The physical barriers are obvious -- 8-inch curbs looming tall as Mt. Everest, narrow toilet stalls, swinging doors, gravel paths, flights of stairs.
But it was the emotional barriers -- in many ways more devestating -- that most surprised two dozen able-bodied people confined to wheelchairs as part of Barrier's Awareness Day.
"I found myself looking up to people an awful lot," confessed John F. Herrity, chairman of Fairfax County's Board of Supervisors. "I'm not sure if I'd ever get used to that."
"It's very hard to get people to pay attention to you," said Fairfax Journal reporter Shoshana Hoose, "or treat you as someone with authority."
"Colleagues I met acted like I had a virus they didn't want to catch," said Fairfax City Councilman Carl Hemmer. "It's certainly a strong deterrent to human relations."
About 20 other opinion- and policy-shapers spent (or tried to spend) an average workday in a wheelchair, as part of the day last week sponsored by the Fairfax County Commission for the Handicapped.
"Exhausting," "time-consuming," "occasionally humiliating" were the repeated reactions. Some of the biggest frustrations, participants noted, arose from seemingly "little things."
"The simple act of trying to get my chair under my desk at work turned into a big production," said Democratic state Sen. Richard Saslaw. "It really hit home that the things I take for granted are a major task for anyone in a wheelchair."
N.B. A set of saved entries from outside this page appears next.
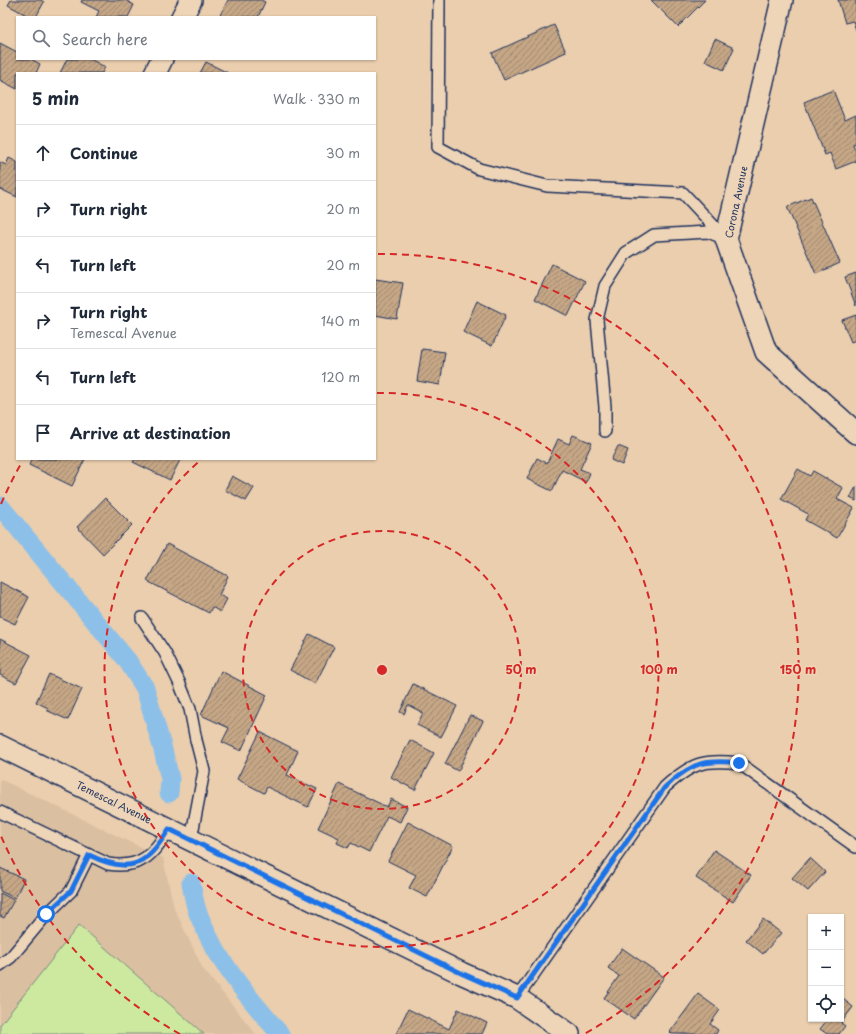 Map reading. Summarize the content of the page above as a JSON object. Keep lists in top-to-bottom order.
{
  "streets": {
    "street": ["Corona Avenue", "Temescal Avenue"]
  },
  "page": {
    "search": "Search here",
    "heading": ["5 min", "Walk · 330 m"],
    "list": [
      ["Continue", "30 m"],
      ["Turn right", "20 m"],
      ["Turn left", "20 m"],
      ["Turn right", "Temescal Avenue", "140 m"],
      ["Turn left", "120 m"],
      "Arrive at destination"
    ],
    "map_buttons": ["+", "−"]
  },
  "rings": ["50 m", "100 m", "150 m"]
} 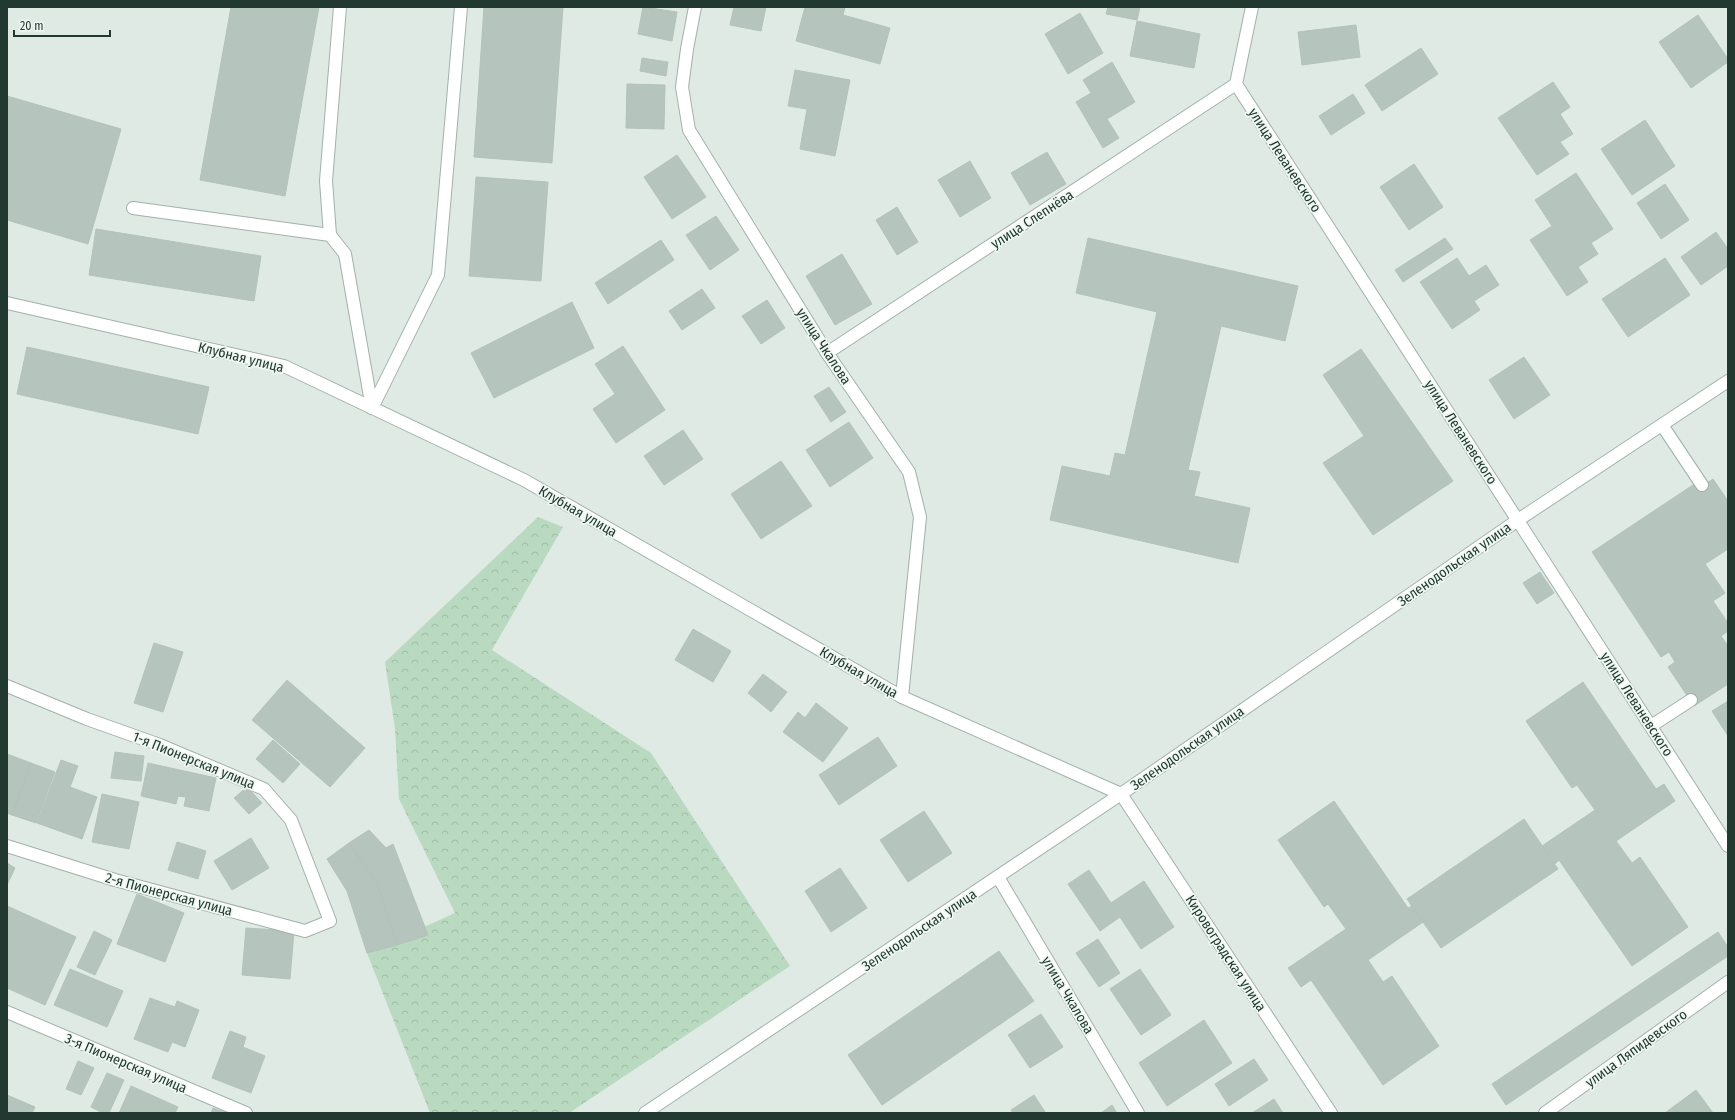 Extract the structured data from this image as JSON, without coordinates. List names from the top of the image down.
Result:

"When you have to carry your cafeteria tray on your lap," said Patricia Simpitch of the Department of Transportation, "you become very careful about what you choose. I always have a large cup of hot tea. But today I had milk."
In addition to other annoyances -- such as paper-towel racks and grocery shelves too high to reach and knuckles scraped going through doors -- were the more life-altering problems. Perhaps the most horrifying was Bob Schramn's 4-hour "Metrobus nightmare."
"I planned to take the bus and subway to get to my office on L Street," said Shramn, a consultant studying handicapped access problems with the country's mass transit systems. "I left here (the Tysons Westpark Hotel) at 9 a.m. I got to my office at 1:15.
"The buses that stop here aren't equipped with wheelchair lifts. So I had to go to the bus stop at Hechts in Tyson's Corner. Those five blocks, mostly uphill and often in traffic because there weren't enough curb cuts, were murder on my back.
"At Hechts we had to go an extra quarter of a mile just to find a loading ramp we could use to get onto the sidewalk. On the first bus the two wheelchair spaces were already occupied. On the next, the driver had never used the wheelchair lift before and didn't know how to work it.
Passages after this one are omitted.